→ Task brief: What lines of the data include the string "tools"? Copy them all.

*** Opening Data provided ***

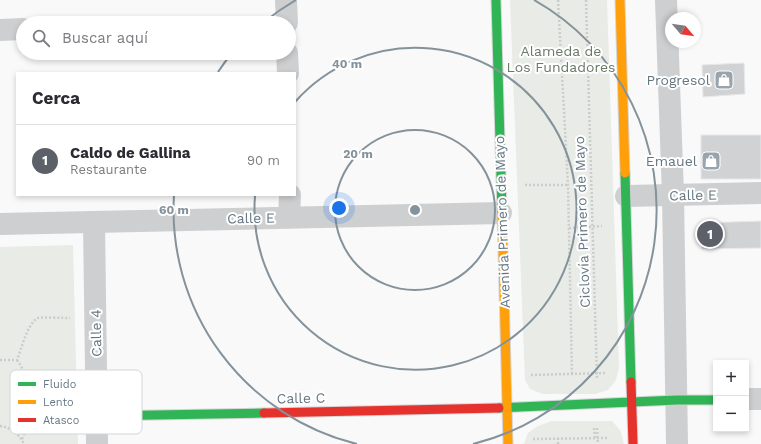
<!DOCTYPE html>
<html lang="es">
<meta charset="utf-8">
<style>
body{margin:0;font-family:"Work Sans",sans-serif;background:#f7f7f7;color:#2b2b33}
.controls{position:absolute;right:12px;bottom:12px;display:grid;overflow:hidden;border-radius:0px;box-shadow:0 2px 6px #0003}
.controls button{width:36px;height:36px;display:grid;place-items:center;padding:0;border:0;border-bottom:1px solid #e1e1e2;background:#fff;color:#2b2b33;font:20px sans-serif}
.compass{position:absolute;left:665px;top:12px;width:36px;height:36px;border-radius:50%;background:#fff;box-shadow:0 2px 6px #0003;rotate:119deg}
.you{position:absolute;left:339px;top:208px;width:14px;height:14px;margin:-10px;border:3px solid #fff;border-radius:50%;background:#1a73e8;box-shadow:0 0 0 6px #1a73e833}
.badge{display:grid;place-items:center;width:26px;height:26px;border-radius:50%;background:#5c6169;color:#fff;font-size:13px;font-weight:700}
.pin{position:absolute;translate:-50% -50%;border:2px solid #fff;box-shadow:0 1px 4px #0006}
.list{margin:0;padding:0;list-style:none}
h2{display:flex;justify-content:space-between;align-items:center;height:52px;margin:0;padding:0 16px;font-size:17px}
h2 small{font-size:13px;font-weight:400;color:#7c7c81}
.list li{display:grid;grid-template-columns:26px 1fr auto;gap:12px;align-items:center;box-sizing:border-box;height:72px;padding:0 16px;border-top:1px solid #e1e1e2}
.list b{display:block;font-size:15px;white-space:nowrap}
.list p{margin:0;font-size:13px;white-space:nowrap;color:#7c7c81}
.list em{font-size:13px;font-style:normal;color:#7c7c81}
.icon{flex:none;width:22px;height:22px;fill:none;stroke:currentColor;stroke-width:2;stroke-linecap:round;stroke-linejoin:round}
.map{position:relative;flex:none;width:761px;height:444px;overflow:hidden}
.search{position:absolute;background:#fff;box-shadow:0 2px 6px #0003;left:16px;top:16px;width:280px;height:44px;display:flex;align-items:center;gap:10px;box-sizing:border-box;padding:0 14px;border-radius:22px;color:#7c7c81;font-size:15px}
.panel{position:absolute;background:#fff;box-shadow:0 2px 6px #0003;left:16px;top:72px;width:280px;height:124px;border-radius:0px}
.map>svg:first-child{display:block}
.green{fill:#e8ebe6}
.building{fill:#d0d2d3;stroke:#e8e8e8}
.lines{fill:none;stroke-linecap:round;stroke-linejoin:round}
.fast-casing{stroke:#d5d6d7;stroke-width:11}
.slow-casing{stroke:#d5d6d7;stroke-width:11}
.jam-casing{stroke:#d5d6d7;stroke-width:11}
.path{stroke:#cbcccd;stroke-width:2.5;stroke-dasharray:2 2;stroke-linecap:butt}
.street{stroke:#cecfd0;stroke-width:22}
.fast{stroke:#30b455;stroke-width:9}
.slow{stroke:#ff9f0a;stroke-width:9}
.jam{stroke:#e5322d;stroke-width:9}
.ring{fill:none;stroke:#84929c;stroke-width:2}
.labels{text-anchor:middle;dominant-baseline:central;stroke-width:4;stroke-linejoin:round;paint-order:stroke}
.park-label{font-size:14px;fill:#687a64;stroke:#fff}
.poi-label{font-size:14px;fill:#657683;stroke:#fff;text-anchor:end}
.street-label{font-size:14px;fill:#657683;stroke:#fff}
.key{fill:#fff;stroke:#d1d6da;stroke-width:1}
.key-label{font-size:11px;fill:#657683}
.centre{fill:#84929c;stroke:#fff;stroke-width:2}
.ring-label{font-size:12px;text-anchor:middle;font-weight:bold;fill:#84929c;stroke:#fff;stroke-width:4;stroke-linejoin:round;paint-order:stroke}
</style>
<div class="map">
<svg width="761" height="444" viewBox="0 0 761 444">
<rect width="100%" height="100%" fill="#f9f9f9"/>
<g class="green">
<path d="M 510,0 L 607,0 L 619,368 L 616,380 L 608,390 L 595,394 L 542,394 L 530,389 L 525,380 Z"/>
<path d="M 73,245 L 78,444 L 0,444 L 0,247 Z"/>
<path d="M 552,421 L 612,421 L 620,430 L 624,444 L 524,444 L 528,433 L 538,426 Z"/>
</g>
<g class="building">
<path d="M 744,63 L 745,94 L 703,97 L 702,65 Z"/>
<rect x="701" y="135" width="60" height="44"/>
<path d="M 761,221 L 761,248 L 702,249 L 701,223 Z"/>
</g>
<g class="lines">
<g class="fast-casing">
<g id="fast">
<path d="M 496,0 L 502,212"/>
<path d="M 625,173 L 631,382"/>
<path d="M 499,408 L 677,400 L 716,400"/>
<path d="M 97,416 L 264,413"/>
</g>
</g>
<g class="slow-casing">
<g id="slow">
<path d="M 620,0 L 625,173"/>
<path d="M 502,212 L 508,444"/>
</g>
</g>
<g class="jam-casing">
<g id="jam">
<path d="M 631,382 L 633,444"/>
<path d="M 264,413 L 499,408"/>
</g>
</g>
<g class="path">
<path d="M 558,0 L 568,185 L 572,374"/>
<path d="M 586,0 L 597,379"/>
<path d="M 525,185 L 568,185"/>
<path d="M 569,228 L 602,226"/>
<path d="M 0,360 L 17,360 C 21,350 28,322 38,318 C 43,317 64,318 70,318"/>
<path d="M 17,360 C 22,367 26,377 33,381 C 44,388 59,387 72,387"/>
<path d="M 531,375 L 606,373"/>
<path d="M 0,426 C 11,427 20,435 24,444"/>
<path d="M 594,428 L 595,438"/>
<path d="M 597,428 L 598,444"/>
<path d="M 558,438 L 558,444"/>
<path d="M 22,439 L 28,425 L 25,373"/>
<path d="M 533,439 L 608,438"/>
</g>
<g class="street">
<path d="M 286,0 L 287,23"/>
<path d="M 666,0 L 673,195 L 677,444"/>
<path d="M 0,30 L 23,29"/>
<path d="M 287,53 L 288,73"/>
<path d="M 626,196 L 761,193"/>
<path d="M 289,217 L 290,195"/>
<path d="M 94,222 L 97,444"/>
<path d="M 0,224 L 501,213"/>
<path d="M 746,399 L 761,399"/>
</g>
<use href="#fast" class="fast"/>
<use href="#slow" class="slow"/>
<use href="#jam" class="jam"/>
</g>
<g class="ring">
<circle cx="415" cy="210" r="80"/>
<path d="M295 102A161 161 0 1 1 255 196"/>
<path d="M357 444A241 241 0 0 1 174 195M218 72A241 241 0 0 1 232 53M263 23A241 241 0 0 1 296 0M534 0A241 241 0 0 1 473 444"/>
</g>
<defs>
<g id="shop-square" transform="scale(1)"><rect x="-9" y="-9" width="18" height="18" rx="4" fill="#99a4ac" stroke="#fff"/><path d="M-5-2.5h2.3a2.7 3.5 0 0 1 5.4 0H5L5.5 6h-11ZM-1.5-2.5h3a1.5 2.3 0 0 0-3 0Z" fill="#fff"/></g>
</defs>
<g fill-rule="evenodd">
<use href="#shop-square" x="724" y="80"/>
<use href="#shop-square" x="711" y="161"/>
</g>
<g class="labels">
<g class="park-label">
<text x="561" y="51">Alameda de<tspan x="561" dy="16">Los Fundadores</tspan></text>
</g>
<g class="poi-label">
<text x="710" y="80">Progresol</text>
<text x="697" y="161">Emauel</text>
</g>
<g class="street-label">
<text transform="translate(693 195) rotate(-1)">Calle E</text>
<text transform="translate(251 218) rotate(-1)">Calle E</text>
<text transform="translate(502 222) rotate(-92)">Avenida Primero de Mayo</text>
<text transform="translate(582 222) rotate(-92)">Ciclovía Primero de Mayo</text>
<text transform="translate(96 333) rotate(-91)">Calle 4</text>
<text transform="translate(301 398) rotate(-1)">Calle C</text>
</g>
</g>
<rect x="10" y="370" width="132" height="64" rx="6" class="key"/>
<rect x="18" y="382" width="18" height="4" fill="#30b455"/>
<rect x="18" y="400" width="18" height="4" fill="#ff9f0a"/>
<rect x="18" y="418" width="18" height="4" fill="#e5322d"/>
<g class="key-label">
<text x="43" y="388">Fluido</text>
<text x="43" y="406">Lento</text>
<text x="43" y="424">Atasco</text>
</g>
<circle cx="415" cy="210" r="6" class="centre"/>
<g class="ring-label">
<text x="347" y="68">40 m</text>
<text x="358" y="158">20 m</text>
<text x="174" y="214">60 m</text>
</g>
</svg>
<div class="controls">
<button>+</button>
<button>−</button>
</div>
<svg class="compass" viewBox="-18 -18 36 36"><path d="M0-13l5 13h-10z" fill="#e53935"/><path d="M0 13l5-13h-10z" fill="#7c7c81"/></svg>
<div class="you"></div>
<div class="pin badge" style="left:710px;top:234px">1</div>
<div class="search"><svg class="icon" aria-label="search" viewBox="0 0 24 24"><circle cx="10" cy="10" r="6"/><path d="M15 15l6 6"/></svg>Buscar aquí</div>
<section class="panel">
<h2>Cerca<small></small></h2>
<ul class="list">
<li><span class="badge">1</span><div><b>Caldo de Gallina</b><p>Restaurante</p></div><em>90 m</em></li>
</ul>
</section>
</div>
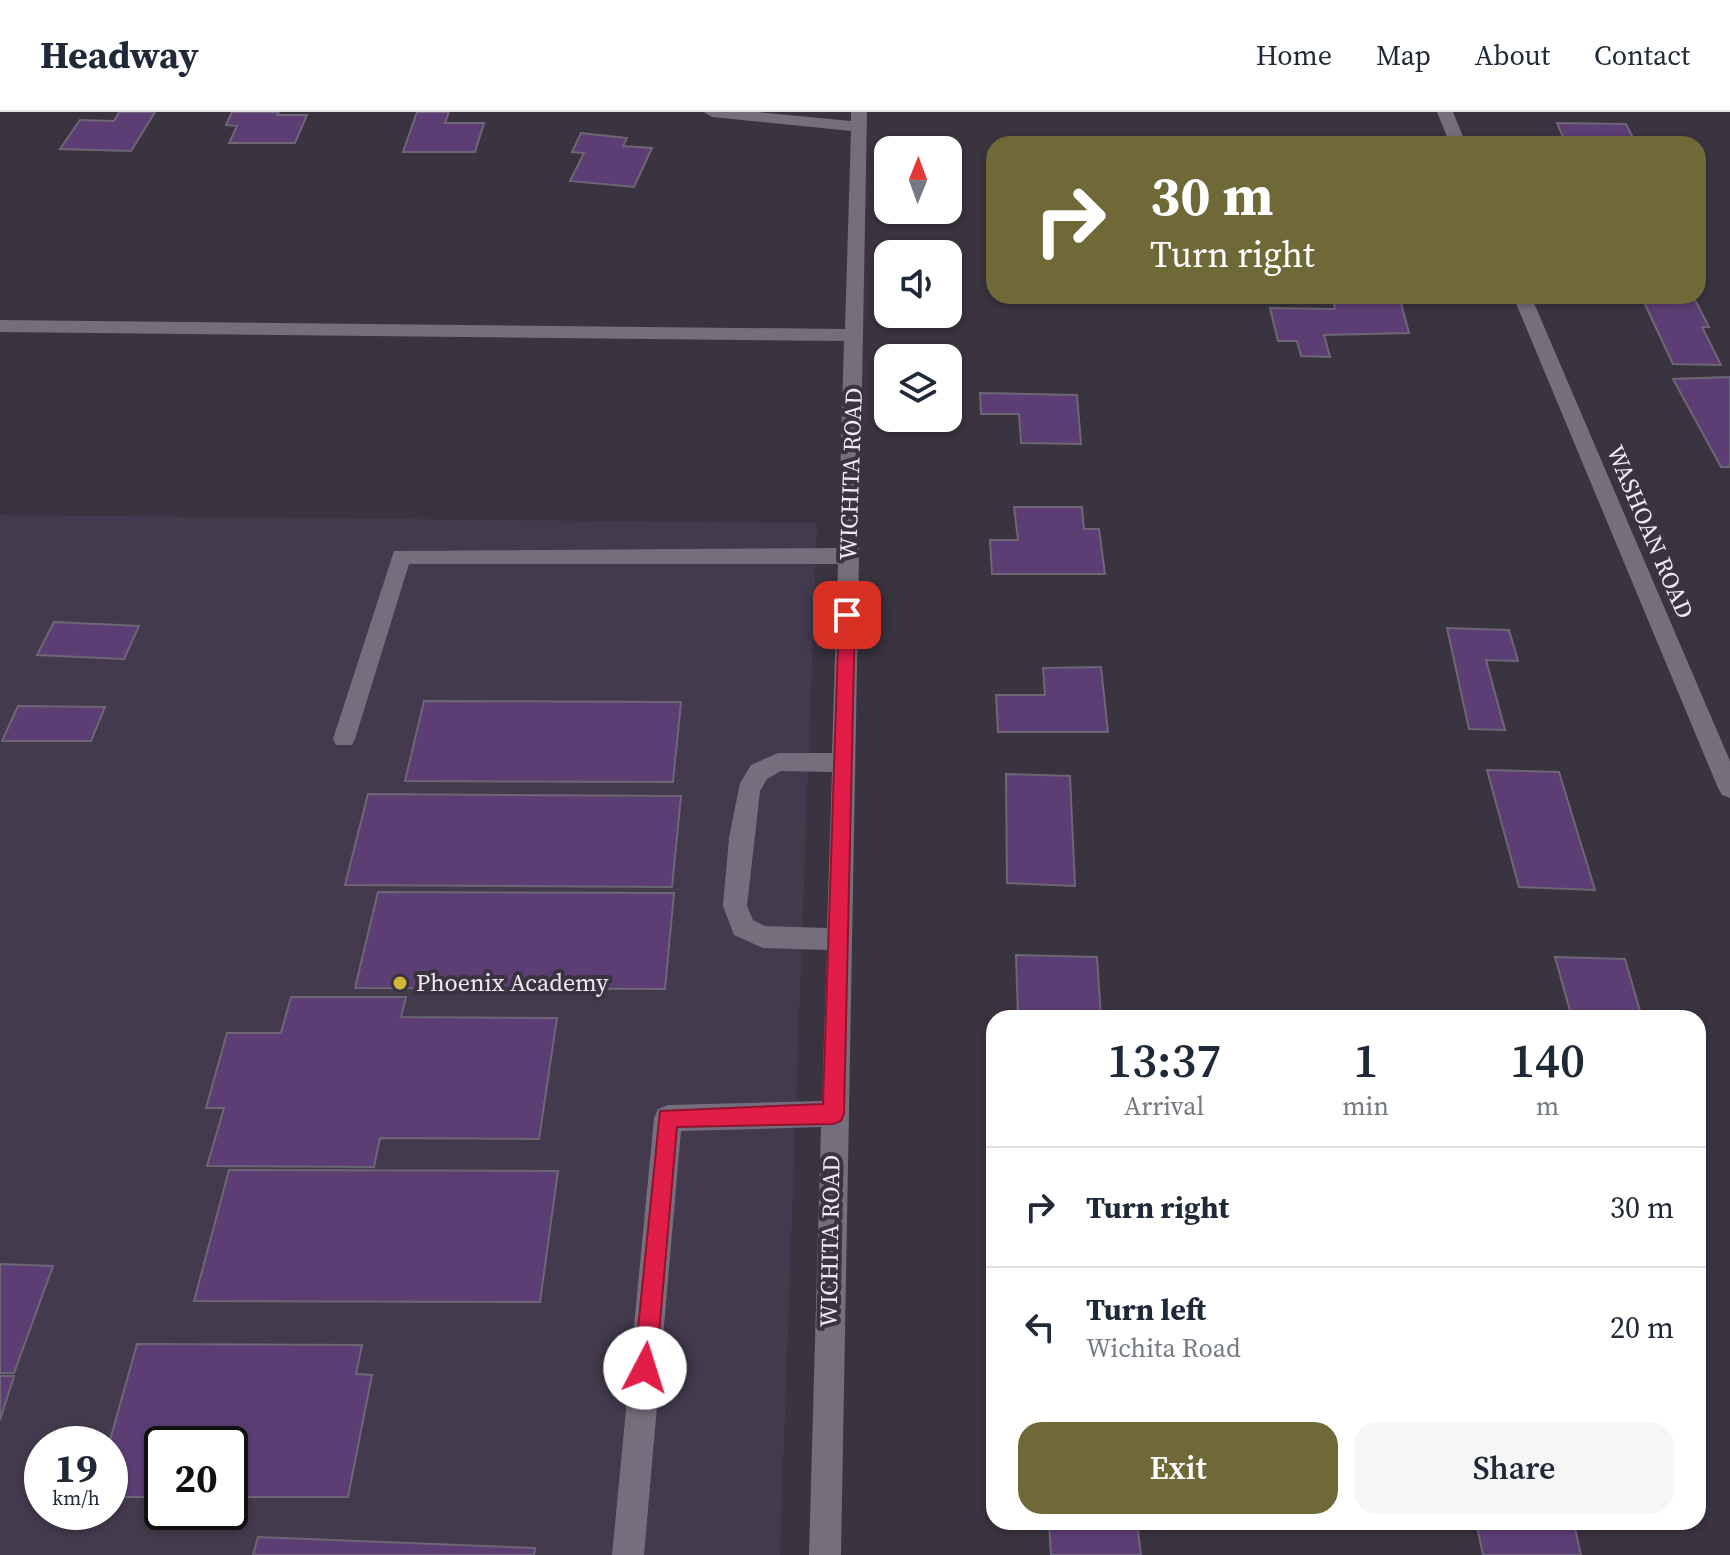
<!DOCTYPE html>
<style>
body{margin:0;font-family:"Source Serif 4",serif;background:#f6f6f7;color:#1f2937;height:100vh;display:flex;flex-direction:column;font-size:30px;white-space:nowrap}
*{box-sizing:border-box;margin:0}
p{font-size:26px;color:#747a83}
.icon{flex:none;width:44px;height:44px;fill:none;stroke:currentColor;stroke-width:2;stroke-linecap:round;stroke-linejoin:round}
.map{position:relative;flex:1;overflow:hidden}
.sheet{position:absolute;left:986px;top:898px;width:720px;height:520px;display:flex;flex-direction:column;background:#fff;border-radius:24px;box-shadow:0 2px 6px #0004}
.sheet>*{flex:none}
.banner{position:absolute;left:986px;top:24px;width:720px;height:168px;border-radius:24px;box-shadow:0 2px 6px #0004;background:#6e6937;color:#fff;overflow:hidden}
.needle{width:52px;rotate:1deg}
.tools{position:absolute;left:874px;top:24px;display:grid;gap:16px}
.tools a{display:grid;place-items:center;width:88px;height:88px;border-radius:16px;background:#fff;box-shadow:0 2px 6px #0004;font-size:40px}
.speed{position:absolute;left:24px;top:1314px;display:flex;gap:16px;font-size:40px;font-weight:700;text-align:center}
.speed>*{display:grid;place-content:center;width:104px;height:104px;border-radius:50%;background:#fff;box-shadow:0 2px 6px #0004;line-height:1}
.speed small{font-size:20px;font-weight:400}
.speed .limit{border:4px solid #111;border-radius:12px;background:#fff;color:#111}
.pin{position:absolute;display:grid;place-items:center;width:68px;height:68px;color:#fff;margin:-34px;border-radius:16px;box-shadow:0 4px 12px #0006}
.me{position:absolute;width:88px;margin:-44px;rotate:5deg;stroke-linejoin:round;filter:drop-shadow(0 0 6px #0008)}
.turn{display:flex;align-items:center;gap:28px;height:168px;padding:0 32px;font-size:36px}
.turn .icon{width:104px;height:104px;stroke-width:2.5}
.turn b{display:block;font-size:56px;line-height:68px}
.eta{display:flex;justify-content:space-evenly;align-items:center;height:136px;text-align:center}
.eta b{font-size:48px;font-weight:600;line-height:56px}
.cta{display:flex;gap:16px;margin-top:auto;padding:16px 32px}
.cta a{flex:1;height:92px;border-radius:24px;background:#6e6937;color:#fff;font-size:32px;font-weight:600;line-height:92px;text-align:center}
.cta a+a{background:#f6f6f7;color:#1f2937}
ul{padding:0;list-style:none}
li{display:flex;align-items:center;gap:24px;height:120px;padding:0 32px;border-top:2px solid #e0e1e3}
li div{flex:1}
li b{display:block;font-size:30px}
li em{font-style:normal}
header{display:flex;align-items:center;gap:48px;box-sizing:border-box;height:112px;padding:0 40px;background:#fff;border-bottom:2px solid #e0e1e3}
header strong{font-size:38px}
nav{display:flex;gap:44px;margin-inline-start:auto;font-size:28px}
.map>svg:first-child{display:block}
.built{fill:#443a4d;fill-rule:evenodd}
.building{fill:#5c3e74;stroke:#6d6674;stroke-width:2}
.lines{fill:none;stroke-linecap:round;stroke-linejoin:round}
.minor{fill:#756e7c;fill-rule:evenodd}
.route{fill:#e11d48;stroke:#92132f;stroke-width:2}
.poi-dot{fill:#cfb837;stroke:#3a3340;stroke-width:3}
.labels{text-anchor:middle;stroke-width:8;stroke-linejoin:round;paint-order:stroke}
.street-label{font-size:24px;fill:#efebf3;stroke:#3a3340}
.poi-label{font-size:24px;fill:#efebf3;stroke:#3a3340;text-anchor:start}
</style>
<header>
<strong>Headway</strong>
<nav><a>Home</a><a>Map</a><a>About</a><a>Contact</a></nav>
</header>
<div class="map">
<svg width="1730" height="1443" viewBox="0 0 1730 1443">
<rect width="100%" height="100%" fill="#3a3340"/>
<!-- built -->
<path class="built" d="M0 403 817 411 780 1443H0ZM42 1332H110V1400H42ZM162 1332H230V1400H162Z"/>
<!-- building -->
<g class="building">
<polygon points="119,0 155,0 131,39 60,37 80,8 114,9"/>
<polygon points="232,0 279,0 277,3 307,3 295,31 229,31 237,14 226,13"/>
<polygon points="417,0 449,0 445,11 484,11 475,40 403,40"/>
<polygon points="1557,11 1626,12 1636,32 1566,32"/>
<polygon points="581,21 627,26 623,34 652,36 634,75 570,69 584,41 572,40"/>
<polygon points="1345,184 1399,184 1409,221 1324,223 1330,245 1301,244 1297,229 1278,229 1270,196 1335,197 1334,191 1365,191 1363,186"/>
<polygon points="1641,184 1693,184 1709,215 1702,215 1721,253 1673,252"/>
<polygon points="1730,265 1730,355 1721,355 1673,267"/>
<polygon points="980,281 1077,283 1081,332 1021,331 1019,302 981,302"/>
<polygon points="1014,395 1082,395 1084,417 1099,417 1105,462 992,462 990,428 1018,428"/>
<polygon points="54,510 139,514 124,547 37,543"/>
<polygon points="1447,516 1509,518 1518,549 1486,548 1505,618 1469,617"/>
<polygon points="1101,555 1108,620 998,620 996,583 1045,583 1043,556"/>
<polygon points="424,589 681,590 673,670 405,669"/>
<polygon points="18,594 105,595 91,629 2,629"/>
<polygon points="1487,658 1559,660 1595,778 1519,775"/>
<polygon points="1006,662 1070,664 1075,774 1007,771"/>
<polygon points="368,682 681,684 672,775 345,773"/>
<polygon points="378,780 674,781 665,877 355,876"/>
<polygon points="1016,843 1097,845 1101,906 1018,906"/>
<polygon points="1555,845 1625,847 1642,906 1572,906"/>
<polygon points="291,885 406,885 401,905 557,906 539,1027 380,1026 374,1055 207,1054 224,996 206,996 227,921 281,921"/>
<polygon points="229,1058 558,1059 540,1190 194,1189"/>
<polygon points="0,1152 53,1154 14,1261 0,1261"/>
<polygon points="137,1232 362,1233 356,1262 372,1263 348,1385 230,1385 230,1332 162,1332 162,1385 110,1385 109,1332"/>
<polygon points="0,1264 14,1264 0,1308"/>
<polygon points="1049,1410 1137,1410 1141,1443 1051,1443"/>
<polygon points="1476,1410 1574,1412 1581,1443 1483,1443"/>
<polygon points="258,1425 535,1436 534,1443 253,1443"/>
</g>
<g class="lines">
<!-- minor -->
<g class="minor">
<path d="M704 0H758L851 9V0H867L841 1443H809L821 1015 681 1019 644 1443H612L654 1006 658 997 668 993 822 989 827 838 763 836 734 823 723 794 729 726 740 671 751 653 778 641H832L838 452H409L355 627 352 633H336L333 627 394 439 838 436 844 229 0 220V208L845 217 851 19 712 5ZM781 659 832 660 827 816 765 814 753 808 747 794 760 679 767 667Z"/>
<polygon points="1437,0 1453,0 1466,32 1450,32"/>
<polygon points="1513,184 1531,184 1730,649 1730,686 1722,683 1718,676"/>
</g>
</g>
<!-- route -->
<polygon class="route" points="847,497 855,503 844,1002 841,1009 833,1012 677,1015 656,1256 653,1264 645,1267 637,1264 634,1256 660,999 823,992 839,503"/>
<!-- markers -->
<circle class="poi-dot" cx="400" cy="871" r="8"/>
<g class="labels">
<!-- street labels -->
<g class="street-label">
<text transform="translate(851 362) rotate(-88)" y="8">WICHITA ROAD</text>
<text transform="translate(1650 420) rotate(67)" y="8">WASHOAN ROAD</text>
<text transform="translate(830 1129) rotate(-89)" y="8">WICHITA ROAD</text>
</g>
<!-- poi labels -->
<g class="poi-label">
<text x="416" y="879">Phoenix Academy</text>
</g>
</g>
</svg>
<div class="tools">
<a><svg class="needle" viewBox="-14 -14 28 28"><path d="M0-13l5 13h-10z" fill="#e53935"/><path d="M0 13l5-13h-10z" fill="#747a83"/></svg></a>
<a><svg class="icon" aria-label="sound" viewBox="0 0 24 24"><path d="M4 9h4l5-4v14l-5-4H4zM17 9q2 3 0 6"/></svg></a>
<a><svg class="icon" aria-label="layers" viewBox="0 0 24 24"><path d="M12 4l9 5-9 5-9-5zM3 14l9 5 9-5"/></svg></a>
</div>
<div class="speed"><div>19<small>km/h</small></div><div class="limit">20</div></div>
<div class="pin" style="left:847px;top:503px;background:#d93025"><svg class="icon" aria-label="arrive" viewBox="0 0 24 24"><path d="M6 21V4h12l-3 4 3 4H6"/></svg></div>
<svg class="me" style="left:645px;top:1256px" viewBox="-20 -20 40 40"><circle r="19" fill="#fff"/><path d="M0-13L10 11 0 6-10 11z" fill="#e11d48"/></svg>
<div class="banner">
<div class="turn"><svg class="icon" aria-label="right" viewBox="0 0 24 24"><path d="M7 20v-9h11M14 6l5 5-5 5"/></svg><div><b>30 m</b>Turn right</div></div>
</div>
<section class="sheet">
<div class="eta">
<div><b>13:37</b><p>Arrival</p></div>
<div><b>1</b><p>min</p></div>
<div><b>140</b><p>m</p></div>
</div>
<ul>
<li><svg class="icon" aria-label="right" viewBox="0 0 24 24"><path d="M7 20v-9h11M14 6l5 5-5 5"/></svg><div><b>Turn right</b></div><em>30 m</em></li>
<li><svg class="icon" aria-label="left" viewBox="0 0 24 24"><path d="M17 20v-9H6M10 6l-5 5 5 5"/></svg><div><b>Turn left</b><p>Wichita Road</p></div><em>20 m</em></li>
</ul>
<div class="cta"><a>Exit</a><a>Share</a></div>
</section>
</div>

*** Closing Data provided ***

→ Answer for this exercise:
.tools{position:absolute;left:874px;top:24px;display:grid;gap:16px}
.tools a{display:grid;place-items:center;width:88px;height:88px;border-radius:16px;background:#fff;box-shadow:0 2px 6px #0004;font-size:40px}
<div class="tools">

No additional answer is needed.